• ABOUT THIS EXERCISE: The required answer is the data below, restated word for word with images omitted.

• SOURCE MATERIAL:
******
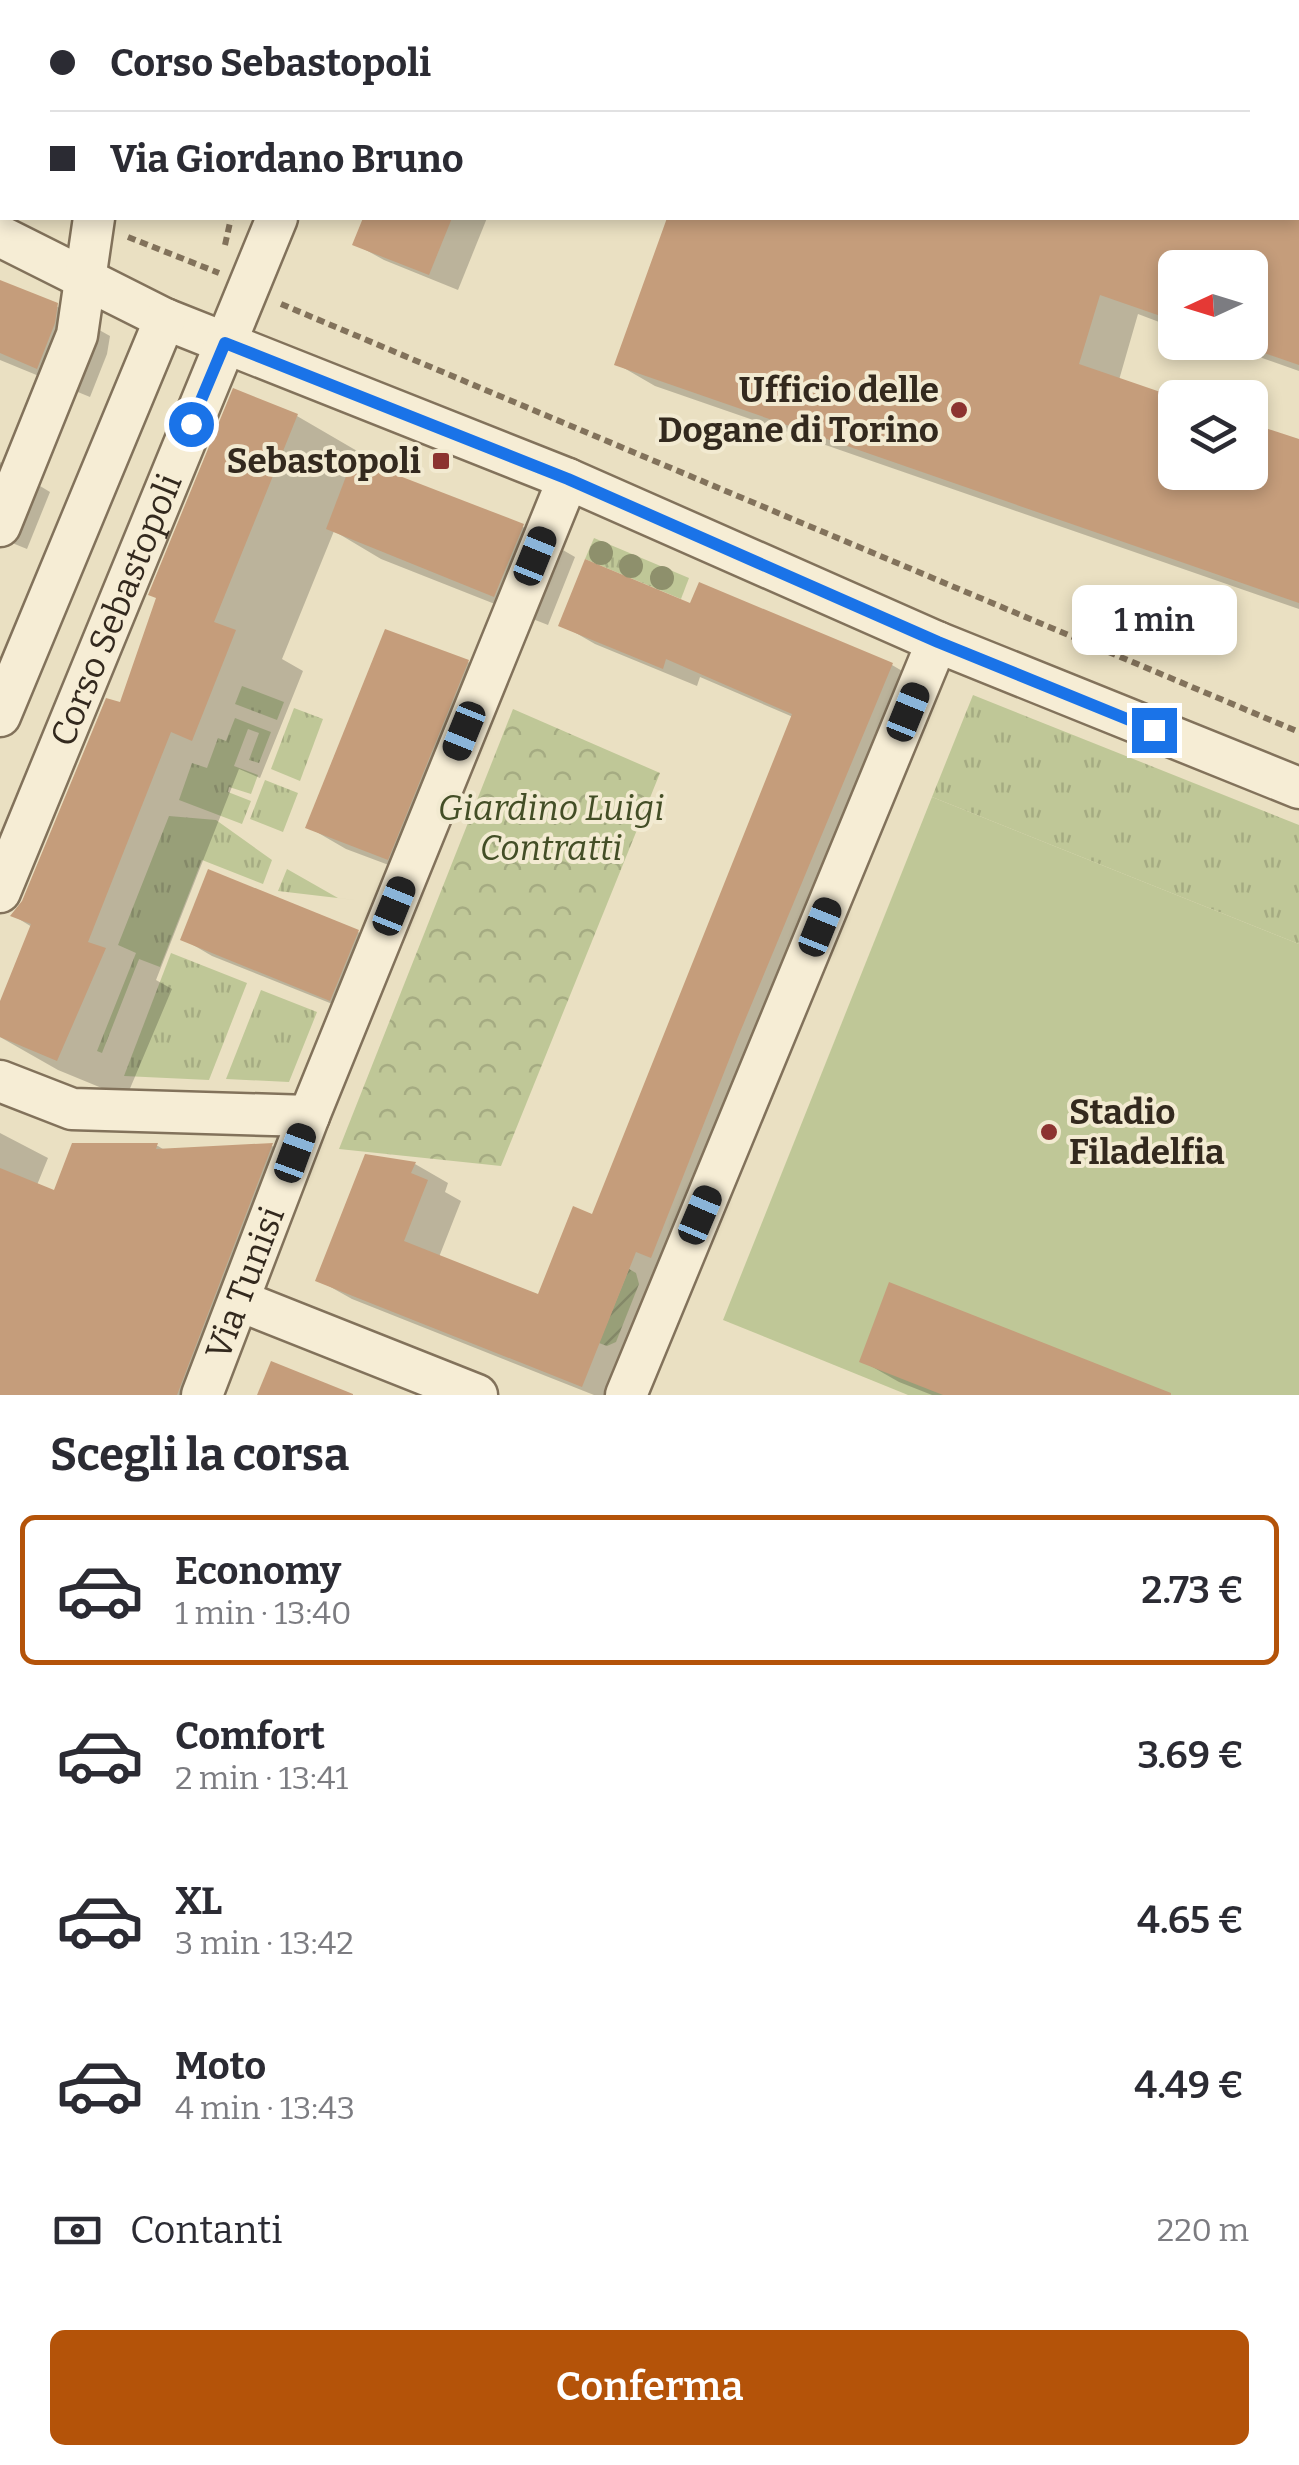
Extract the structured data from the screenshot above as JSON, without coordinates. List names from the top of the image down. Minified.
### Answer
{"streets":{"street":["Corso Sebastopoli","Via Tunisi"]},"parks":["Giardino Luigi Contratti"],"places":{"other":["Ufficio delle Dogane di Torino","Stadio Filadelfia"],"transit":["Sebastopoli"]},"north":"left","page":{"banner":["Corso Sebastopoli","Via Giordano Bruno"],"bubble":"1 min","heading":"Scegli la corsa","list":[{"name":"Economy","note":"1 min · 13:40","value":"2.73 €"},{"name":"Comfort","note":"2 min · 13:41","value":"3.69 €"},{"name":"XL","note":"3 min · 13:42","value":"4.65 €"},{"name":"Moto","note":"4 min · 13:43","value":"4.49 €"}],"pay":["Contanti","220 m"],"buttons":"Conferma"}}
******
• RESPONSE:
Extract the structured data from the screenshot above as JSON, without coordinates. List names from the top of the image down. Minified.
### Answer
{"streets":{"street":["Corso Sebastopoli","Via Tunisi"]},"parks":["Giardino Luigi Contratti"],"places":{"other":["Ufficio delle Dogane di Torino","Stadio Filadelfia"],"transit":["Sebastopoli"]},"north":"left","page":{"banner":["Corso Sebastopoli","Via Giordano Bruno"],"bubble":"1 min","heading":"Scegli la corsa","list":[{"name":"Economy","note":"1 min · 13:40","value":"2.73 €"},{"name":"Comfort","note":"2 min · 13:41","value":"3.69 €"},{"name":"XL","note":"3 min · 13:42","value":"4.65 €"},{"name":"Moto","note":"4 min · 13:43","value":"4.49 €"}],"pay":["Contanti","220 m"],"buttons":"Conferma"}}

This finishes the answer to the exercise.